Made the changes in my earlier post...


----------



## PlayingInDirt (Aug 2, 2017)

Found this on Facebook, from 1930. My goal for next year.


----------



## anniew (Dec 12, 2002)

Would love to see that from the Farmers Guide, but it will take half the day to load...give a summary, please.


----------



## TerriLynn (Oct 10, 2009)

anniew said:


> Would love to see that from the Farmers Guide, but it will take half the day to load...give a summary, please.


According to the Ohio Agricultural Canning Extension Service, a normal canning budget for 5 people for winter and spring months includes 48 quarts of greens, to be served twice a week, 90 quarts of other vegetables to be served 3 times a week, 80 quarts of tomatoes to be served twice a week, and 245 quarts of fruits to be served once a day.


----------



## arnie (Apr 26, 2012)

one of the great things with canning is foods can last for several years , this year your tomatoes may do great so you can enough to last a few years , next year may be a flood so none . your pig may make it to slaughter or not ,even the deer hunters manage to zero out sometimes ; so my advice is get all you can, and can all you can .i'v even had to sell my beef calf to cover other bills ; but with the freezer n canned it was not a hardship , hoppeing you good luck on the farm


----------



## arnie (Apr 26, 2012)

look into your local bargan finder sale paper , in my area there are always adds for used jars in the farmers market section often $3 a dozen .I found a pickup load of good clean pint n quart jars from a lady that with age had gave up canning ,along with Ebay where I found lids n rings from some one who used new jars for candles n crafts but not the lids . this holds down cost .


----------



## PlayingInDirt (Aug 2, 2017)

Also, only thing you can jar in half gallons is fruit juice, which really isn't that nutritious.
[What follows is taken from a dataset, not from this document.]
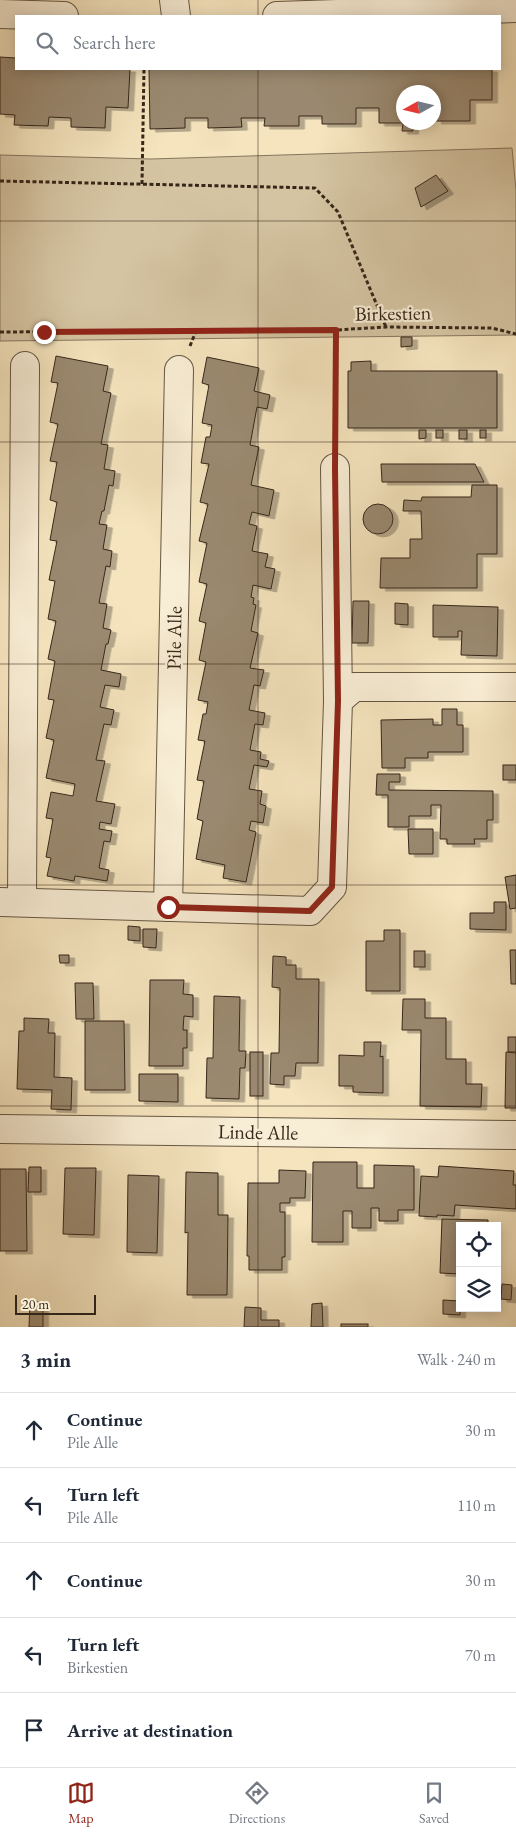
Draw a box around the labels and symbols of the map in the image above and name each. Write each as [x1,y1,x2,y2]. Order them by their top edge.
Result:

Half gallons are really handy for canisters/ storage and making fermented pickles. 

I find I gravitate toward certain sizes for certain things. I like the wide mouth pint for pickles, wide mouth quart for stewed tomatoes, and the small mouth quart for tomato sauce. 

I have a bunch of the unusual half pints for jelly, which I bought when I first got into canning, but I like the standard jelly jar the best.

I will never buy the colored ones, I do not get that fad at all. 

And the standard small mouth pint ones are useful for my morning to go coffee. With a classico spaghetti jar lid (didn't can last year, had to buy some), but the 2 piece works good too.


----------



## TerriLynn (Oct 10, 2009)

PlayingInDirt said:


> Also, only thing you can jar in half gallons is fruit juice, which really isn't that nutritious. Half gallons are really handy for canisters/ storage and making fermented pickles.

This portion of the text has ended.